Other questions arise like are there differences between the sexes in the size of prey and feeding strategies, adult females being lighter than males? Do juvenile Dragons attack prey that is larger than that attempted by, say, Water Monitors (Varanus salvator) of similar size and, if so, would that make the use of saliva as a chemical weapon to help in subduing prey more likely? In other words, the advantage may come more to juveniles tackling large prey than to adults. Indeed, if other species such as the Lace Monitor or Goanna (Varanus varius) from Australia have a similar array of potential biological agents, which seems to be the case, and in quantitatively equivalent amounts, might the whole arrangement be an adaptation to extend in size the range of prey that can be killed and eaten by some or all monitor lizards?

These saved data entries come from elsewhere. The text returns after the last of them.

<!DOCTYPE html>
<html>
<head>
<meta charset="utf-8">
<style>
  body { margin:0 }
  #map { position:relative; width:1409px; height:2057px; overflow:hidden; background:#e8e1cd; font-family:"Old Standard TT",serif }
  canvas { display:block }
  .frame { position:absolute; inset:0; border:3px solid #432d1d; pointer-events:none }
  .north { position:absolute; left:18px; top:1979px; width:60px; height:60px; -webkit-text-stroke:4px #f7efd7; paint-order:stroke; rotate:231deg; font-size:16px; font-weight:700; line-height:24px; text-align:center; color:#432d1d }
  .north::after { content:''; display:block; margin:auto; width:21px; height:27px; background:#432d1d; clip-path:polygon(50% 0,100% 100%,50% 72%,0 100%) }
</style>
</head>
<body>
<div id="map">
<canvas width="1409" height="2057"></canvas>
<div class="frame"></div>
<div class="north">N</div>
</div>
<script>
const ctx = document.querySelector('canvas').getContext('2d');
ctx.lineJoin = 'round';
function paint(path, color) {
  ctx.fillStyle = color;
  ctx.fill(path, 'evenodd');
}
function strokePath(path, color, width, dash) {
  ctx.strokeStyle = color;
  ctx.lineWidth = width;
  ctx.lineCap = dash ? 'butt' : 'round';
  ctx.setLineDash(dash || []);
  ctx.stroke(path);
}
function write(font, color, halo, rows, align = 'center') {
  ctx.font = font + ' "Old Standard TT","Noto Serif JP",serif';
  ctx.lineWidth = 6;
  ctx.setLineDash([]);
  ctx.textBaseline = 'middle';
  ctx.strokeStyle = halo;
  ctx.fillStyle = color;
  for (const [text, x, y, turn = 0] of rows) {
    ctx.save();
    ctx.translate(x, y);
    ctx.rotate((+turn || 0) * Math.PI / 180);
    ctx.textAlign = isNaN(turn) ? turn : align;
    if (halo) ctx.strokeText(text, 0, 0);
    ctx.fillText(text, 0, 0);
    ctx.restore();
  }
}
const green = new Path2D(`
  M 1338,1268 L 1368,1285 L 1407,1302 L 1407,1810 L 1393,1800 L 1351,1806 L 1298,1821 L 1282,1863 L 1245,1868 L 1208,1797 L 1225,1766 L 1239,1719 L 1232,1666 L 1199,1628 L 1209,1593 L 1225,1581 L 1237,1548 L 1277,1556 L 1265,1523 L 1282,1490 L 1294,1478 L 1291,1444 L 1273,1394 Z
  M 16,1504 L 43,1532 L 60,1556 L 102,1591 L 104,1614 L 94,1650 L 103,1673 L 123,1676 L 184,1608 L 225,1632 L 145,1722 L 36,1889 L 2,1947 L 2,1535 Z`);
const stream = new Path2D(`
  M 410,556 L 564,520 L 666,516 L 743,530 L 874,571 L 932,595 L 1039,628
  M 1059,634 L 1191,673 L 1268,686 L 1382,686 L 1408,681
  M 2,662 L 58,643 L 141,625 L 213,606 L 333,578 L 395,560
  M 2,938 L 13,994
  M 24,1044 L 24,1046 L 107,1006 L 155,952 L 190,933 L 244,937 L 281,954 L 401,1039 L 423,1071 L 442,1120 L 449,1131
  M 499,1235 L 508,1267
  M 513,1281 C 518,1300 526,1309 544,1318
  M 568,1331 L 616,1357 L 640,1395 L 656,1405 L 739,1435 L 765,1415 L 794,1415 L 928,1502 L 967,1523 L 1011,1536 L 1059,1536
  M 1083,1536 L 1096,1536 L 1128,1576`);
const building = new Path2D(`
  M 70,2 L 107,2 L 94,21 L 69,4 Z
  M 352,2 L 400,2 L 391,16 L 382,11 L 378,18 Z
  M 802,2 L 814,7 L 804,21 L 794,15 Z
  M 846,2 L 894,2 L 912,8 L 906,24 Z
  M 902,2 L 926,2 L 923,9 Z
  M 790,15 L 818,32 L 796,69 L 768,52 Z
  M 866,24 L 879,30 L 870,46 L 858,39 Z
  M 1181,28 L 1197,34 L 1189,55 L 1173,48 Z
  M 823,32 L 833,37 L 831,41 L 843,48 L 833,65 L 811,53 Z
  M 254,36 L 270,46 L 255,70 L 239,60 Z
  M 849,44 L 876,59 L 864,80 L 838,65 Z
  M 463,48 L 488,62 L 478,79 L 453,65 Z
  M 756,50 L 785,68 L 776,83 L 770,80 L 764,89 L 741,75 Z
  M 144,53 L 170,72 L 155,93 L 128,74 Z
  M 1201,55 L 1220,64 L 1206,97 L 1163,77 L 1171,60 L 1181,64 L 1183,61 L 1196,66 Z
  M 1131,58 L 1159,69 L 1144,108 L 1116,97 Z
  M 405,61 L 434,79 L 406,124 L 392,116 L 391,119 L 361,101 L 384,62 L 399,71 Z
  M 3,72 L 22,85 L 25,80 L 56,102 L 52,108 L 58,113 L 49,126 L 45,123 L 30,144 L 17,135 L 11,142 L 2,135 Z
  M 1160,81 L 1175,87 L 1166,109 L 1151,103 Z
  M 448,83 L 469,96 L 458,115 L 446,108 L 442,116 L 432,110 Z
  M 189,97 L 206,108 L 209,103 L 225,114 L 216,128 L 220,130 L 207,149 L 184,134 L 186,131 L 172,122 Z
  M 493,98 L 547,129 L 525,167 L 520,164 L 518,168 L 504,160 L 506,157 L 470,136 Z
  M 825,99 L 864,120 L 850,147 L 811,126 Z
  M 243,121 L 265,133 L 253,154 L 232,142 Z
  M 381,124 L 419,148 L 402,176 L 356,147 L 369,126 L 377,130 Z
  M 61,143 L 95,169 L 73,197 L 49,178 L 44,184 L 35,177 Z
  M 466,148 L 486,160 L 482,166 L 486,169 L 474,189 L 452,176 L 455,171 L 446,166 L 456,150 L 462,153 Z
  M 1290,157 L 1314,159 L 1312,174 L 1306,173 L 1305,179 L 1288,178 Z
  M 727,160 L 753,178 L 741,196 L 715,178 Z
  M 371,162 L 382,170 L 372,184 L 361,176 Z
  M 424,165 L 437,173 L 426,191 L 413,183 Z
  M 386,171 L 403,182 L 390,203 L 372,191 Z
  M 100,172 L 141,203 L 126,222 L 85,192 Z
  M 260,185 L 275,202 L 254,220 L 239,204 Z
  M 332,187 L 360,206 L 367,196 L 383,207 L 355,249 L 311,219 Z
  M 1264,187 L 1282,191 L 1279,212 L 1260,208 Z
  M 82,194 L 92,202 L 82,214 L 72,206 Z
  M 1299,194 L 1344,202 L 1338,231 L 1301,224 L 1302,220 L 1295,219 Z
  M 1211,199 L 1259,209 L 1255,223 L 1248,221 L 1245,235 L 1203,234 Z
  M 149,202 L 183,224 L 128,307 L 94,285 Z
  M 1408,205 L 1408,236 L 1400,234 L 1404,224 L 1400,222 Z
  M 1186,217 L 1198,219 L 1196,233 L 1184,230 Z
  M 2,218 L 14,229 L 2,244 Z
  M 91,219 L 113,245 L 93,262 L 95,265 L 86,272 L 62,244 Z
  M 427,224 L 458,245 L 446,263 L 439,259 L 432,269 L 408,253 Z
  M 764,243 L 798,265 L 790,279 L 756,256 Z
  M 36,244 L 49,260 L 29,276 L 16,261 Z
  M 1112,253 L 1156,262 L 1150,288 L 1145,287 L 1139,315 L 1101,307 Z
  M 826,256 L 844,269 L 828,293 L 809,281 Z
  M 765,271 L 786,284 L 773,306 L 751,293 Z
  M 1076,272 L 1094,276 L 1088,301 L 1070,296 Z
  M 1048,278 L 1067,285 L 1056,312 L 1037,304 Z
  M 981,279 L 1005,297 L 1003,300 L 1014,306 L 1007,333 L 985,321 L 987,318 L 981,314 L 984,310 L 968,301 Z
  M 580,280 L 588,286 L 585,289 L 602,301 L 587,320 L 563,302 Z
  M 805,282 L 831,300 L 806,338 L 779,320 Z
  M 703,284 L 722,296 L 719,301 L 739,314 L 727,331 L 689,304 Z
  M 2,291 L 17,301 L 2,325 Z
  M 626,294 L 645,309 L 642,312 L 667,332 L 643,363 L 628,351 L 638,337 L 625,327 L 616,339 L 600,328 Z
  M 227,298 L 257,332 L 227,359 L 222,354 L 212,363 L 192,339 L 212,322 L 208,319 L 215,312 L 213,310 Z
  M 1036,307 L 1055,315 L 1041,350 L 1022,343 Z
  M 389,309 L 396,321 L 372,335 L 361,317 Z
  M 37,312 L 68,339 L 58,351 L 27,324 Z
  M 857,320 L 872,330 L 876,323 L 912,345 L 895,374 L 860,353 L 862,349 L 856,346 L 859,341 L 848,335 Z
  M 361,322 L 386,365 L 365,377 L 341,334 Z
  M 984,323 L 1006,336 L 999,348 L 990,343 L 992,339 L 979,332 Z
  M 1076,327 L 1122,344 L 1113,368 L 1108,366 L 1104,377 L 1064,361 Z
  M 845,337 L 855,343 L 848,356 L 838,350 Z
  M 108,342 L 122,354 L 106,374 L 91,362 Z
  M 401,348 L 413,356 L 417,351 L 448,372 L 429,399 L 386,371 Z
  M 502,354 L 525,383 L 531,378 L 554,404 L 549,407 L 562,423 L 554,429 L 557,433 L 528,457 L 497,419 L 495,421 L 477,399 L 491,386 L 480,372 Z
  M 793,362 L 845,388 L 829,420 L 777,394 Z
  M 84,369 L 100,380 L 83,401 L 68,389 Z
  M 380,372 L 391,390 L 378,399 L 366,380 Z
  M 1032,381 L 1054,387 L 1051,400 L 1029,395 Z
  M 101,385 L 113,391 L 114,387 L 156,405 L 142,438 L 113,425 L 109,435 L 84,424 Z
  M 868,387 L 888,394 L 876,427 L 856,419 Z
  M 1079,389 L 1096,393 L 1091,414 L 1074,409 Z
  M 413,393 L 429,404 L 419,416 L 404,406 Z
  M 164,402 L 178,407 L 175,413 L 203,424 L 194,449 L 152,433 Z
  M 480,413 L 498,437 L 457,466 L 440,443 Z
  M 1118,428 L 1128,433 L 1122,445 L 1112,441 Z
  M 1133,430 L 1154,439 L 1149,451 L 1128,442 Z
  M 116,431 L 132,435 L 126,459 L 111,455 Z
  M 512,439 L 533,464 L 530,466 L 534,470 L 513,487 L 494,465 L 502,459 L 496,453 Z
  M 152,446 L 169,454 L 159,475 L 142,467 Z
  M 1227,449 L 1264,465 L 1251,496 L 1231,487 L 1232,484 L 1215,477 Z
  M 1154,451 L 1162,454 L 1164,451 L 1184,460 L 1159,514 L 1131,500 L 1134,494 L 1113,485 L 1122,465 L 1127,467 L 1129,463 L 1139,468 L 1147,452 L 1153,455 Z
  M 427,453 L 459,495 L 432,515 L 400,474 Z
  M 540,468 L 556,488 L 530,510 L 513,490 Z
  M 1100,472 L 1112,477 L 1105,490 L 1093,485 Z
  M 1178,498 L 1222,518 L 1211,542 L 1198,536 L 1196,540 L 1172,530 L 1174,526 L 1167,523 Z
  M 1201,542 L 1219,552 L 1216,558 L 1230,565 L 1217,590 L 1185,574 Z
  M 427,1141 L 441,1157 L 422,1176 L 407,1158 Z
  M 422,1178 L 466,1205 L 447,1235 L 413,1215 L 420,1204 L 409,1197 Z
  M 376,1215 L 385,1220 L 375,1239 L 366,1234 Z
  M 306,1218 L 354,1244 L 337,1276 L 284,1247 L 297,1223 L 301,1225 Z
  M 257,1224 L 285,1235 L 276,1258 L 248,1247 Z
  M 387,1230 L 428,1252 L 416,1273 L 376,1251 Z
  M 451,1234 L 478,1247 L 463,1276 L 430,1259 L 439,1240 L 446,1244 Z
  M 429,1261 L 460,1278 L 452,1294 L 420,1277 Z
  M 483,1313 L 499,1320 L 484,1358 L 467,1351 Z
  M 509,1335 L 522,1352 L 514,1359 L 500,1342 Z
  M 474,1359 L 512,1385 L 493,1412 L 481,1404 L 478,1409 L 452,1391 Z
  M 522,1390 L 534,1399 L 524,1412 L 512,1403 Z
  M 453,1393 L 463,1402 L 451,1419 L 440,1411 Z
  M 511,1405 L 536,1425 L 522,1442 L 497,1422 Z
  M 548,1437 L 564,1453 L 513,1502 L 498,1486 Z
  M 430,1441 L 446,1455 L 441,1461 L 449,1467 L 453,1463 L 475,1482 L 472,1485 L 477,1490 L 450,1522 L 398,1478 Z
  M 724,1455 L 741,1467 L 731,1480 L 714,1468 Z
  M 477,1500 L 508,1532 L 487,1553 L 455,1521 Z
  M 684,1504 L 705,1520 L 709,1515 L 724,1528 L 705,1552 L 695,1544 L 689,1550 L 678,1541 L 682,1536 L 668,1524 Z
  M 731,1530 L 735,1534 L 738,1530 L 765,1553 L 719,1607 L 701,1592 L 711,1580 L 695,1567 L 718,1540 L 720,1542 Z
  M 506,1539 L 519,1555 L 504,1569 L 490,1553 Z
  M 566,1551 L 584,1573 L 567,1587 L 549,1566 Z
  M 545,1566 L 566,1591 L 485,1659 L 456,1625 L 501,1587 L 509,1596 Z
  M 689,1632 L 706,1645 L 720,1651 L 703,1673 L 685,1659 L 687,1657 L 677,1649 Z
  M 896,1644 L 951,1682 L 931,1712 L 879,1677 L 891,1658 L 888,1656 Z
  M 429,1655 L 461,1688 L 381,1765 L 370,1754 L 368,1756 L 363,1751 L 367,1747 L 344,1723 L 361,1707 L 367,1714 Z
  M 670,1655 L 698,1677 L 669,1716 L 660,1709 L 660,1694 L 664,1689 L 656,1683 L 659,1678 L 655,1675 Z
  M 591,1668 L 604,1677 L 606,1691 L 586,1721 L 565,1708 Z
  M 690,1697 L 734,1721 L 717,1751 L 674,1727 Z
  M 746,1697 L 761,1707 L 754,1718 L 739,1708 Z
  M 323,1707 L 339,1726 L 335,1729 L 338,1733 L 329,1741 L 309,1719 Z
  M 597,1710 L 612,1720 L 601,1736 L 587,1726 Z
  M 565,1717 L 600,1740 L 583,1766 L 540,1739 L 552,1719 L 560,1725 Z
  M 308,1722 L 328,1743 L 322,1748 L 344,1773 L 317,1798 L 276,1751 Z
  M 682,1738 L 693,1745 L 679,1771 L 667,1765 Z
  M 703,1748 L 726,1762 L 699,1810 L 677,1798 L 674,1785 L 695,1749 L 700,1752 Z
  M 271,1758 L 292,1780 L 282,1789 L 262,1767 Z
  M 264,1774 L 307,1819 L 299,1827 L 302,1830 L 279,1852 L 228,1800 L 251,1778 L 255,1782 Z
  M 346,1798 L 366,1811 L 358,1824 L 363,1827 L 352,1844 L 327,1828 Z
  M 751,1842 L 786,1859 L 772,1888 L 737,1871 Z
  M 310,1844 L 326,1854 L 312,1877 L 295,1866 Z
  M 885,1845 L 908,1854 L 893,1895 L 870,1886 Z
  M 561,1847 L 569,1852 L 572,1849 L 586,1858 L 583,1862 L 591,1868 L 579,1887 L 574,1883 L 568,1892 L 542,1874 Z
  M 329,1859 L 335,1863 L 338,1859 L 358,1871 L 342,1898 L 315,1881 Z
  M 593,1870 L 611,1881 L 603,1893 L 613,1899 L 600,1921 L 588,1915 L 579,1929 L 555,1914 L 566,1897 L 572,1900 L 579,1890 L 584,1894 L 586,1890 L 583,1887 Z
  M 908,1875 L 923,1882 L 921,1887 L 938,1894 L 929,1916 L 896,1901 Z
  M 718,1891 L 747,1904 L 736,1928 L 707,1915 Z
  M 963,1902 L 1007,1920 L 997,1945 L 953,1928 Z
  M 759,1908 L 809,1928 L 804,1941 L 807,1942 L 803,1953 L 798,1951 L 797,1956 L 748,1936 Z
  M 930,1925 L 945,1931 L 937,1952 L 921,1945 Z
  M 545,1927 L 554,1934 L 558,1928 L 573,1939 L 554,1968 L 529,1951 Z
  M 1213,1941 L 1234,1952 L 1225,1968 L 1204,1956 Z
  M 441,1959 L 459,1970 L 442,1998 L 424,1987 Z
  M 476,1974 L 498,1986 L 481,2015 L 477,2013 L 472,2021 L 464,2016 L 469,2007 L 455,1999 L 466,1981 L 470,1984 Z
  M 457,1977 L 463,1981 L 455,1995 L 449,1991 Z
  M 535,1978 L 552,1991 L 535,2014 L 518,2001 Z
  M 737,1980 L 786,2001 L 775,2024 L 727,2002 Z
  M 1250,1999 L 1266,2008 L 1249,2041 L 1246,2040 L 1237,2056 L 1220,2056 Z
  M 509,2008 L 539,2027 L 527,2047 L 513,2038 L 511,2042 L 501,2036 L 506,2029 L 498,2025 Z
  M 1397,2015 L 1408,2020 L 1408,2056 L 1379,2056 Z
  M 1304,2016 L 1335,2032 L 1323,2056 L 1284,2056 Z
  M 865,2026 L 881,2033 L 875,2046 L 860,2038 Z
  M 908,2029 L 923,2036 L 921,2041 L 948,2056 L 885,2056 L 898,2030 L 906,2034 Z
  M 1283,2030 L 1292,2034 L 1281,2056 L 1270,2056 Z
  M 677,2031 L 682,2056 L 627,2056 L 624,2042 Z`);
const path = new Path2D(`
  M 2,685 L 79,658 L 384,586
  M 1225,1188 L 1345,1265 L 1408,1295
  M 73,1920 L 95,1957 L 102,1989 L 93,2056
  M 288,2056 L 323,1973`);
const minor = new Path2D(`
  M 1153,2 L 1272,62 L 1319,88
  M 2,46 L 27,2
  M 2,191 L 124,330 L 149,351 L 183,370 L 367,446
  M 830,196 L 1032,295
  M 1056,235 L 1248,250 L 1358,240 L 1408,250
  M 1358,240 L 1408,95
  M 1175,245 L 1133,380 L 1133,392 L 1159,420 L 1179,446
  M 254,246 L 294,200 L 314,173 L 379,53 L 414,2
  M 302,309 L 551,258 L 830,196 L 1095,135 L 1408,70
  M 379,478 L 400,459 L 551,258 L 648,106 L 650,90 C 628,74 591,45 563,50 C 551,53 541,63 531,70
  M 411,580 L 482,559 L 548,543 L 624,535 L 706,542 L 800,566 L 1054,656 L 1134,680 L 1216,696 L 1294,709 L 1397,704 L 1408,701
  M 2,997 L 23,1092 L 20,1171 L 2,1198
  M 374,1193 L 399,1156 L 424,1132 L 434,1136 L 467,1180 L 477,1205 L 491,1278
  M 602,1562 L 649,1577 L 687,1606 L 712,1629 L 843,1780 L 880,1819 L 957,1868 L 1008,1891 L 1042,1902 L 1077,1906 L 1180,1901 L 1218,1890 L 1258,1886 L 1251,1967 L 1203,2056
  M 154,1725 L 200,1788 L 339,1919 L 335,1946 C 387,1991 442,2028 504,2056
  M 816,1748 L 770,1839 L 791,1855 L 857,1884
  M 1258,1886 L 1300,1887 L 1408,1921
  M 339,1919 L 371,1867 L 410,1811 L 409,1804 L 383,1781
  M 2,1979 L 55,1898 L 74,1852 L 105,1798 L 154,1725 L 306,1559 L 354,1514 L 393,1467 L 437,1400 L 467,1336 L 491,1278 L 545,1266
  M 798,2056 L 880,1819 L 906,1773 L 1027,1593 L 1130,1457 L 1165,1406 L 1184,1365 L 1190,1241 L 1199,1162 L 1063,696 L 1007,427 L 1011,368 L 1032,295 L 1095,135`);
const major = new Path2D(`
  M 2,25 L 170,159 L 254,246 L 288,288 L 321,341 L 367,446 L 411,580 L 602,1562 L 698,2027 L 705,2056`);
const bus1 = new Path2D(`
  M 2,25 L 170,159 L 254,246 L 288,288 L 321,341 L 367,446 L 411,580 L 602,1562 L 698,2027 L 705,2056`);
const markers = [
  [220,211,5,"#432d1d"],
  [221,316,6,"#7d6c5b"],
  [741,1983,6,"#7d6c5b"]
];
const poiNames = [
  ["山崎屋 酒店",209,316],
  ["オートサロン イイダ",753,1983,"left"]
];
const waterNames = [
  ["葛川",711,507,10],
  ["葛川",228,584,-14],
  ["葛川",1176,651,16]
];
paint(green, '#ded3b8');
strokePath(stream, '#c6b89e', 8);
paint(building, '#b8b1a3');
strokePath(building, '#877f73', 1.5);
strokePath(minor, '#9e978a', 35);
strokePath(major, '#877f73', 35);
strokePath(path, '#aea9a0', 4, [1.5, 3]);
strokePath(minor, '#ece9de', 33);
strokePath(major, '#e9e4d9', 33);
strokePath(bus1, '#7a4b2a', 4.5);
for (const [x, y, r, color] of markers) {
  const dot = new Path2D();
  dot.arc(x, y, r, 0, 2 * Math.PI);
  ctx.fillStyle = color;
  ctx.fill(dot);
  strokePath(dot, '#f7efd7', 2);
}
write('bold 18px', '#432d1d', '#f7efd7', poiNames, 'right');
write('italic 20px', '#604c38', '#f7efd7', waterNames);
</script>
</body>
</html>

So, after arguing with myself several times and learning lots about venomous and non-venomous reptiles, that’s may take on the Komodo Dragon’s feeding method in the light of present evidence. In essence, I argue that the available evidence points to a local chemical role for saliva in helping to subdue/kill large prey (while recognising that sheer physical force may often or sometimes be sufficient). As for toxins in saliva having a systemic effect on the prey, I argue that the gap between the prima facie potential effect and actual effect has not yet been filled by experimental data. And as to whether we should call Dragons ‘venomous’ or the gland the ‘venom’ gland…

...I will leave to others.

Whatever the final outcome on these fascinating and enigmatic lizards, the authors of the 2009 paper have done a signal service in examining how it and other extinct and extant monitor lizards kill their prey and have not shied from erecting hypotheses on possible mechanisms and their wider importance in the evolution of reptiles. 

*Fry BG, Casewell NR, W├╝ster W, Vidal N, Young B, Jackson TNW. 2012. The structural and functional diversification of the Toxicofera reptile venom system. Toxicon 60, 434-448. Weinstein SA, Keyler DE, White J. 2012. Replies to Fry et al. (Toxicon 2012, 60/4 434-448). Part A. Analyses of squamate reptile oral glands and their products: A call for caution in formal assignment of terminology designating biological function, Toxicon 60, 954-963. Kardong KV. 2013. Replies to Fry et al. (Toxicon 2012 60/4 434-448). Part B. Properties and biological roles of squamate oral products: The “venomous lifestyle” and preadaptation, Toxicon 63, 113-115. Jackson TNW, Casewell NR, Fry BG. 2013. Response to “Replies to Fry et al. (Toxicon 2012, 60/4, 434–448). Part A. Analyses of squamate reptile oral glands and their products: A call for caution in formal assignment of terminology designating biological function”, Toxicon 64, 106-112. Weinstein SA, White J, Keyler DE, Kardong KV. 2013. Response to Jackson et al. (2012), Toxicon 64, 116-127.